#### [WORK TO BE COMPLETED]
Scan the entries below. Report each line where the string "home" occurs.

#### [DATA EXTRACT]
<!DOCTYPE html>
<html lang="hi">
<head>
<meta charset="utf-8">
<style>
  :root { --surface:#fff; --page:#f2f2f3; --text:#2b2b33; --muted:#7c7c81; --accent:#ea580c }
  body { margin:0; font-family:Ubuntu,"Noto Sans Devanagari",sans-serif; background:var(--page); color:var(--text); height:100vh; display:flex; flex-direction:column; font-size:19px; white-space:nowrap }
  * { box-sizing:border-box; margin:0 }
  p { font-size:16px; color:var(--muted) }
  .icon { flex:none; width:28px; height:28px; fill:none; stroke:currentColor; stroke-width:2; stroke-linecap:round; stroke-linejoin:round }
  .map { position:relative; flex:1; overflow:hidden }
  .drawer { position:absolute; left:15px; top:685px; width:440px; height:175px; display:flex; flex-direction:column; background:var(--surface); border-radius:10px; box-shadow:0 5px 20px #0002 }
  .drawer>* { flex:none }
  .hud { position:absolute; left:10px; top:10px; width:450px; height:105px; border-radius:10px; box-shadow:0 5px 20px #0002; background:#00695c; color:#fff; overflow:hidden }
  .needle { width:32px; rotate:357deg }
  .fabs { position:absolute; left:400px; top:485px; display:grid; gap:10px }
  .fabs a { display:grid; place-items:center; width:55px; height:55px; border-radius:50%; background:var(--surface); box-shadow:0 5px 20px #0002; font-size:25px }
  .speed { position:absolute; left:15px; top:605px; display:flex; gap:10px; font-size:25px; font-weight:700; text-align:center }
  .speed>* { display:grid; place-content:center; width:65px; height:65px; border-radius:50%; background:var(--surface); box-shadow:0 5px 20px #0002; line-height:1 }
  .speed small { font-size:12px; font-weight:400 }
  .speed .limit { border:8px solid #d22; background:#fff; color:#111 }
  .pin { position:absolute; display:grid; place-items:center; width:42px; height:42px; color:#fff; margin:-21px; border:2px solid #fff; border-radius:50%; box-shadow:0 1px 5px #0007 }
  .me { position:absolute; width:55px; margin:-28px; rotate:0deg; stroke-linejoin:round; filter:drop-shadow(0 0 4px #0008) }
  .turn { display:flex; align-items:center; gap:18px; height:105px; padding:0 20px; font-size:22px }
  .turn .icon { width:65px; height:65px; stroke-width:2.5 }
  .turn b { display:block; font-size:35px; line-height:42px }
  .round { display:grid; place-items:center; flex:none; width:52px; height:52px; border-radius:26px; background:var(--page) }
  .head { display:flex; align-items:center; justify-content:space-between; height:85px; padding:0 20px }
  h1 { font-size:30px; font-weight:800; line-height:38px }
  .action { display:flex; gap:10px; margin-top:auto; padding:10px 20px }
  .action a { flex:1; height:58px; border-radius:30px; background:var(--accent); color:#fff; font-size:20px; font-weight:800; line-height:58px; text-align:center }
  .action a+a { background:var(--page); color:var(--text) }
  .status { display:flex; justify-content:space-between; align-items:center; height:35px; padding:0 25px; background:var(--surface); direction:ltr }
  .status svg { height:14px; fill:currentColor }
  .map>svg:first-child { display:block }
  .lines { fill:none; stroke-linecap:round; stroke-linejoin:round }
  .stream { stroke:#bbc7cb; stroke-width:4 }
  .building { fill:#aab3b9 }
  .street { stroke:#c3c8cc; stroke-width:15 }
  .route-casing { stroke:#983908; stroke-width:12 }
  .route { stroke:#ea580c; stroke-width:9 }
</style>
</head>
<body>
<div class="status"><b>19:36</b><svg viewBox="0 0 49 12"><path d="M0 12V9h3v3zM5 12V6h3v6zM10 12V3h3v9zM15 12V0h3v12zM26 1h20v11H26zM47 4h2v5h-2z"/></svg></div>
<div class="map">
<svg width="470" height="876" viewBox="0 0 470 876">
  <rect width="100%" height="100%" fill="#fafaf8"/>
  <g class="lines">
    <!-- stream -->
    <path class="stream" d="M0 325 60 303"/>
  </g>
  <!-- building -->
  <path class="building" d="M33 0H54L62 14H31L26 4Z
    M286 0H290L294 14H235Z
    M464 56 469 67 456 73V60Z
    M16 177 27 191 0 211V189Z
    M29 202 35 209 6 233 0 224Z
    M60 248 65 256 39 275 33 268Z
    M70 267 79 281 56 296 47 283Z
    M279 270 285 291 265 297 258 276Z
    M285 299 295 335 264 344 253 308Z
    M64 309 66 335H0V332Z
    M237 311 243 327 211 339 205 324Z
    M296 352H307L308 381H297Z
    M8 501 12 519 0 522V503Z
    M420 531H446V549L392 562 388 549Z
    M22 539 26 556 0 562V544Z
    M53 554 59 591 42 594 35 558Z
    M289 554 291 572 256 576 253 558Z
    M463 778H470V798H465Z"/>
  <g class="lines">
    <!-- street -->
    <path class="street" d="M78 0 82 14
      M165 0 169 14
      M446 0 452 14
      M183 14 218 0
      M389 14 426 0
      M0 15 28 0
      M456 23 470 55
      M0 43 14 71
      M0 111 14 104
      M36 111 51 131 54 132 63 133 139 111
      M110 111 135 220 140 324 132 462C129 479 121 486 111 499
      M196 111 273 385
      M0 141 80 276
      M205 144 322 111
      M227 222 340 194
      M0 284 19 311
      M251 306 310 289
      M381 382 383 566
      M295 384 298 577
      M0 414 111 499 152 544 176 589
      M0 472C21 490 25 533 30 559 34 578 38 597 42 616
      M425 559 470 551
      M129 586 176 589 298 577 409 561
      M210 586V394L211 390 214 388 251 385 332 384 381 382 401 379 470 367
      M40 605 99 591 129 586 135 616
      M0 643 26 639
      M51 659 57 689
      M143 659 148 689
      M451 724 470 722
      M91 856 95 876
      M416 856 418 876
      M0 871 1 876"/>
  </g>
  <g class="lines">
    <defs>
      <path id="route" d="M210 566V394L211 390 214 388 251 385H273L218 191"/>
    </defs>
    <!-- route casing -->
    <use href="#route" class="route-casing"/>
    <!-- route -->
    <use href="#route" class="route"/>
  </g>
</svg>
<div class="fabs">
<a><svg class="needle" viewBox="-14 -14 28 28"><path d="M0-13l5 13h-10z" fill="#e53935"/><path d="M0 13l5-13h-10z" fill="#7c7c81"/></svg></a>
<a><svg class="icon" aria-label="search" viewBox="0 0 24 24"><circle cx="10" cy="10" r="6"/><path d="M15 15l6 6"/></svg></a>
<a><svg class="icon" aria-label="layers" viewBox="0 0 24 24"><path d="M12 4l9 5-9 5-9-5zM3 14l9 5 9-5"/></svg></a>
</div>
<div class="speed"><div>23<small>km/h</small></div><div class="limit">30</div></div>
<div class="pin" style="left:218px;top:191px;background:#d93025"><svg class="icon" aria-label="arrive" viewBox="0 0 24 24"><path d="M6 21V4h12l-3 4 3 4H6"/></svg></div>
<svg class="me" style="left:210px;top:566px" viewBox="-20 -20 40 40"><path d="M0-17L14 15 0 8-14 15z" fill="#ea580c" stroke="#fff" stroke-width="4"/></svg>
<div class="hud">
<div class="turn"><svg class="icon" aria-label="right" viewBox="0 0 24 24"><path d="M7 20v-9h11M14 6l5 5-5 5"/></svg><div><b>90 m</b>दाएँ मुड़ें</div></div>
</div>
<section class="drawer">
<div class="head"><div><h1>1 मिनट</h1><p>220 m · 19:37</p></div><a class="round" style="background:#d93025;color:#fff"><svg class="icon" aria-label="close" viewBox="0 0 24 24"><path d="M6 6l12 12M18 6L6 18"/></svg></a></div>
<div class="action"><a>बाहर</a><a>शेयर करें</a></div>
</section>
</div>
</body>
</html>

--

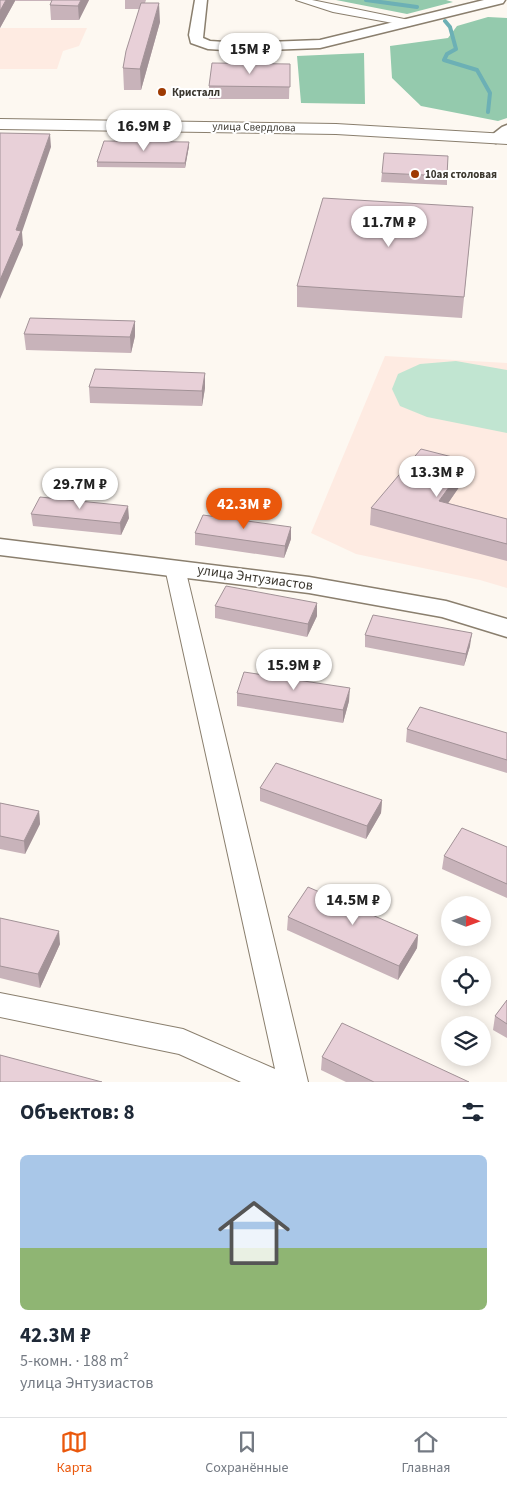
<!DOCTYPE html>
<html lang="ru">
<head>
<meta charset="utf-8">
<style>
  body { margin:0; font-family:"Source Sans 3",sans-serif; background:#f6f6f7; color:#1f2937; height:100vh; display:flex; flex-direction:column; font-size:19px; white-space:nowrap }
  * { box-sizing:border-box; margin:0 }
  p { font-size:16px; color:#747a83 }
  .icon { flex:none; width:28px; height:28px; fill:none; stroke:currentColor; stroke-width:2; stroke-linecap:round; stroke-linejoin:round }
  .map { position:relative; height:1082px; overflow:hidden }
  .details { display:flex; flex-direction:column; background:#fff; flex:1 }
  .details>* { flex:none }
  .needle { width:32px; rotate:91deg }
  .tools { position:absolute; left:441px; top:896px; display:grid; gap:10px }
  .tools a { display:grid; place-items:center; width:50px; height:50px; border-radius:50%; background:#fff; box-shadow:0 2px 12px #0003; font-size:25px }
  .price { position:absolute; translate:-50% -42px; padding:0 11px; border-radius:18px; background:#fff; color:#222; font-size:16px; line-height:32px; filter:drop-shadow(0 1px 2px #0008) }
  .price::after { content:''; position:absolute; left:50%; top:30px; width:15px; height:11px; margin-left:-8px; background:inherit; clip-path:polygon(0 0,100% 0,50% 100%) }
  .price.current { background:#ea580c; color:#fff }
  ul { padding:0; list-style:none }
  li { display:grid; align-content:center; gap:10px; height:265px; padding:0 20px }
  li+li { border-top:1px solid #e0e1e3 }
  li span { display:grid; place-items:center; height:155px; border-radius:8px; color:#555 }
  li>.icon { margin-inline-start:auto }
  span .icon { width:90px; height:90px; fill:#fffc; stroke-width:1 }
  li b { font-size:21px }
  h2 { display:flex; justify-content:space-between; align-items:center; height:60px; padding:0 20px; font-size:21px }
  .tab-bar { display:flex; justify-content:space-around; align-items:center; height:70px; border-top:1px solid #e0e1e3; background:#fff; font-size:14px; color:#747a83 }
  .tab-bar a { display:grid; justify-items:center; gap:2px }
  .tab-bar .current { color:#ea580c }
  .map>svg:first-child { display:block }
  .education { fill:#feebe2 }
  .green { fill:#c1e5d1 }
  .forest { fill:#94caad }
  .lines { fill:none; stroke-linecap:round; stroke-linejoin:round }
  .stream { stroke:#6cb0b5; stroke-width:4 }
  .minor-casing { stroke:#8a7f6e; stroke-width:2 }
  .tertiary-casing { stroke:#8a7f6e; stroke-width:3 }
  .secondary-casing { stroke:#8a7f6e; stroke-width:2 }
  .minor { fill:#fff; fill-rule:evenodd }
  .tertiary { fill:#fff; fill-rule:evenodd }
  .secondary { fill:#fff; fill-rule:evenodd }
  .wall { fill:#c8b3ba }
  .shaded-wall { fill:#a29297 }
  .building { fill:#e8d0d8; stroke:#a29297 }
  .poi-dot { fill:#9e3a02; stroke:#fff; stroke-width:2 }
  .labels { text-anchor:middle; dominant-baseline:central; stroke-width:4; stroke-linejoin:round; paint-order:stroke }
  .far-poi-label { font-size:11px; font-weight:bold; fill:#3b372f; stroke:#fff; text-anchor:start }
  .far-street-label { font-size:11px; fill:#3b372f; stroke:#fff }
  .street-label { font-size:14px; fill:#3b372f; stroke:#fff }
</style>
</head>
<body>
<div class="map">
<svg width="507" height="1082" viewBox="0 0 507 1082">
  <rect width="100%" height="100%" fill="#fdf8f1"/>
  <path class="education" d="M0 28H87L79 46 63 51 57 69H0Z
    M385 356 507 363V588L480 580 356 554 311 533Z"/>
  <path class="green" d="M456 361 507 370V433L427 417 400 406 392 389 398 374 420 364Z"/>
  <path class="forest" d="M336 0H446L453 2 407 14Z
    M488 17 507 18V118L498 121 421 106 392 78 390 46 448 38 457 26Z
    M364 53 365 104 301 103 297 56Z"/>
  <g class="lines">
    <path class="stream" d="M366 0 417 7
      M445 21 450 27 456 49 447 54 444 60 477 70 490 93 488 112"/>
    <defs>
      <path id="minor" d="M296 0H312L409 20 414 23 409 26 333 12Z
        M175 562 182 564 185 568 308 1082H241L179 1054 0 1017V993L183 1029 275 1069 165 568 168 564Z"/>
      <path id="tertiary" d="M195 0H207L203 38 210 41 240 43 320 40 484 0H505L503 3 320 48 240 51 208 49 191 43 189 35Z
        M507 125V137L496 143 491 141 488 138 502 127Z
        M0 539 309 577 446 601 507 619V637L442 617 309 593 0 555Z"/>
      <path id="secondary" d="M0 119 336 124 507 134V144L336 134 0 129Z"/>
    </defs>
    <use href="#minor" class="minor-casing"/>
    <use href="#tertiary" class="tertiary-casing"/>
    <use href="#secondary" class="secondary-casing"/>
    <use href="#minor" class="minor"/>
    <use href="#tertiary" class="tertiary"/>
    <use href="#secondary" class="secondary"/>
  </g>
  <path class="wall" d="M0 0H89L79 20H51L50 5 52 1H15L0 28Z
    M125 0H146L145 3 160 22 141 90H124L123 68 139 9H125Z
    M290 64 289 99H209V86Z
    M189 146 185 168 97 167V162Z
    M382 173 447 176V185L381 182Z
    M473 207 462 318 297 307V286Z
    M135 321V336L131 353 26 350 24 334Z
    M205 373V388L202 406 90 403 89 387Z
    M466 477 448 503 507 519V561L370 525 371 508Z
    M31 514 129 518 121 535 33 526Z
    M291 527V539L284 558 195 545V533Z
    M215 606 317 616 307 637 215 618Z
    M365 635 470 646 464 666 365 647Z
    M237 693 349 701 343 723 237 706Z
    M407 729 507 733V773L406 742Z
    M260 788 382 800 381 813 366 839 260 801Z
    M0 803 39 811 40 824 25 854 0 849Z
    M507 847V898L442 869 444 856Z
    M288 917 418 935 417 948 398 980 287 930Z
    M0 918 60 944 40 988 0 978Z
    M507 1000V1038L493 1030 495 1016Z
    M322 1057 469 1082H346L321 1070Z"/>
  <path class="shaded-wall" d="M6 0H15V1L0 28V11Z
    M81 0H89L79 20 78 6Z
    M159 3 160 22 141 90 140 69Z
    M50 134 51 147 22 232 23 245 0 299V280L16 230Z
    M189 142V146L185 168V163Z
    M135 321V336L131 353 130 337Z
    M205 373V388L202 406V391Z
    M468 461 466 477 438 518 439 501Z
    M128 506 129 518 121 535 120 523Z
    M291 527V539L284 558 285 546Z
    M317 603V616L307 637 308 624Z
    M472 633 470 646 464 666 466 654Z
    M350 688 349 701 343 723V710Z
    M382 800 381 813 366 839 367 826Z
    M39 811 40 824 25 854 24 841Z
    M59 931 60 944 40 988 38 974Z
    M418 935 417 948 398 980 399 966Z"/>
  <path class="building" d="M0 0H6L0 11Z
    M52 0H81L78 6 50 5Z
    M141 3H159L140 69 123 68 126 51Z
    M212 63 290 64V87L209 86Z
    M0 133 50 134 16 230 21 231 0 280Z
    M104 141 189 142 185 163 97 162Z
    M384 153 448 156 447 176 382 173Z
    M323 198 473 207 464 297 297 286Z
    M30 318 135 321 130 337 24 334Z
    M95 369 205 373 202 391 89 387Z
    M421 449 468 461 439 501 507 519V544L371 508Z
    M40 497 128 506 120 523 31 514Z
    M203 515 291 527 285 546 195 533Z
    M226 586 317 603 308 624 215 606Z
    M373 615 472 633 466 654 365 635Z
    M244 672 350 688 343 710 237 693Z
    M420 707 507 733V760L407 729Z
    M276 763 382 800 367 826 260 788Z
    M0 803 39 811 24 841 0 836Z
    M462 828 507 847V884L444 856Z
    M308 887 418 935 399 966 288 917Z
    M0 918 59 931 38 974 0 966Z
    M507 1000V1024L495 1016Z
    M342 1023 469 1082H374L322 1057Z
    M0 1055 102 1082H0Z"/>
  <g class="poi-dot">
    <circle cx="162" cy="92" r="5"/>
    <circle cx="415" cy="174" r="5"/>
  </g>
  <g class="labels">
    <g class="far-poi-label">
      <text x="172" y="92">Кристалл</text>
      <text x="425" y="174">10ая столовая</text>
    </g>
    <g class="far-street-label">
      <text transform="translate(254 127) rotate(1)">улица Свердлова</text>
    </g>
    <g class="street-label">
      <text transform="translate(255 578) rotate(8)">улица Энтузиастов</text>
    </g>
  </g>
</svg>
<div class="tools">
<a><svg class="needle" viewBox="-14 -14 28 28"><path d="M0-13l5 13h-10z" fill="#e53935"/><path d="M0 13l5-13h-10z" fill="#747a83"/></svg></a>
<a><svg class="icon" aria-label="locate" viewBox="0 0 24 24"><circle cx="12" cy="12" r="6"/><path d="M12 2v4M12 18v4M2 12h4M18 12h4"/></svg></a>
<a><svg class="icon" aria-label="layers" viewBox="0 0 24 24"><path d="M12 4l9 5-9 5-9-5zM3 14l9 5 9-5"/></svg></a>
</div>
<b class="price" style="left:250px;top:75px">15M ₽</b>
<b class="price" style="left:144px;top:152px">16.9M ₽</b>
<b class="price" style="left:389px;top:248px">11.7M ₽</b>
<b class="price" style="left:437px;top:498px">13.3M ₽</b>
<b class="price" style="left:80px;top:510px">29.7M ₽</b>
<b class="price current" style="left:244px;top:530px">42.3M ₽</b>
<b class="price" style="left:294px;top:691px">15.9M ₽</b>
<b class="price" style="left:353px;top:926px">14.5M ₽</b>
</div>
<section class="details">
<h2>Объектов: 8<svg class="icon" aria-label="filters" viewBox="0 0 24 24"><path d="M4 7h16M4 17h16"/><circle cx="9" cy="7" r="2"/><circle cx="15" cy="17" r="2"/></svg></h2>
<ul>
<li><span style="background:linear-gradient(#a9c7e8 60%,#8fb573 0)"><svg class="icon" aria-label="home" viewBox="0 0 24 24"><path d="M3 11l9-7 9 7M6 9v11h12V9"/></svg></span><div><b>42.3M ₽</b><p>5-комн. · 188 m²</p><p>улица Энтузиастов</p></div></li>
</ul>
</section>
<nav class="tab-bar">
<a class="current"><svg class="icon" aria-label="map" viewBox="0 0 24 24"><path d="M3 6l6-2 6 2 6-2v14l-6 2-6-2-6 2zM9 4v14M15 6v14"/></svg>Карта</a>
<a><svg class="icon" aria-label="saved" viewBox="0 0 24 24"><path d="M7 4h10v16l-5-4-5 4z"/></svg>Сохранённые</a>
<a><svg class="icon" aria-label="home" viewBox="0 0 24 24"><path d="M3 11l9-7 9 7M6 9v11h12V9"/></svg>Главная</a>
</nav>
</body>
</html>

#### [YOUR SOLUTION]
<li><span style="background:linear-gradient(#a9c7e8 60%,#8fb573 0)"><svg class="icon" aria-label="home" viewBox="0 0 24 24"><path d="M3 11l9-7 9 7M6 9v11h12V9"/></svg></span><div><b>42.3M ₽</b><p>5-комн. · 188 m²</p><p>улица Энтузиастов</p></div></li>
<a><svg class="icon" aria-label="home" viewBox="0 0 24 24"><path d="M3 11l9-7 9 7M6 9v11h12V9"/></svg>Главная</a>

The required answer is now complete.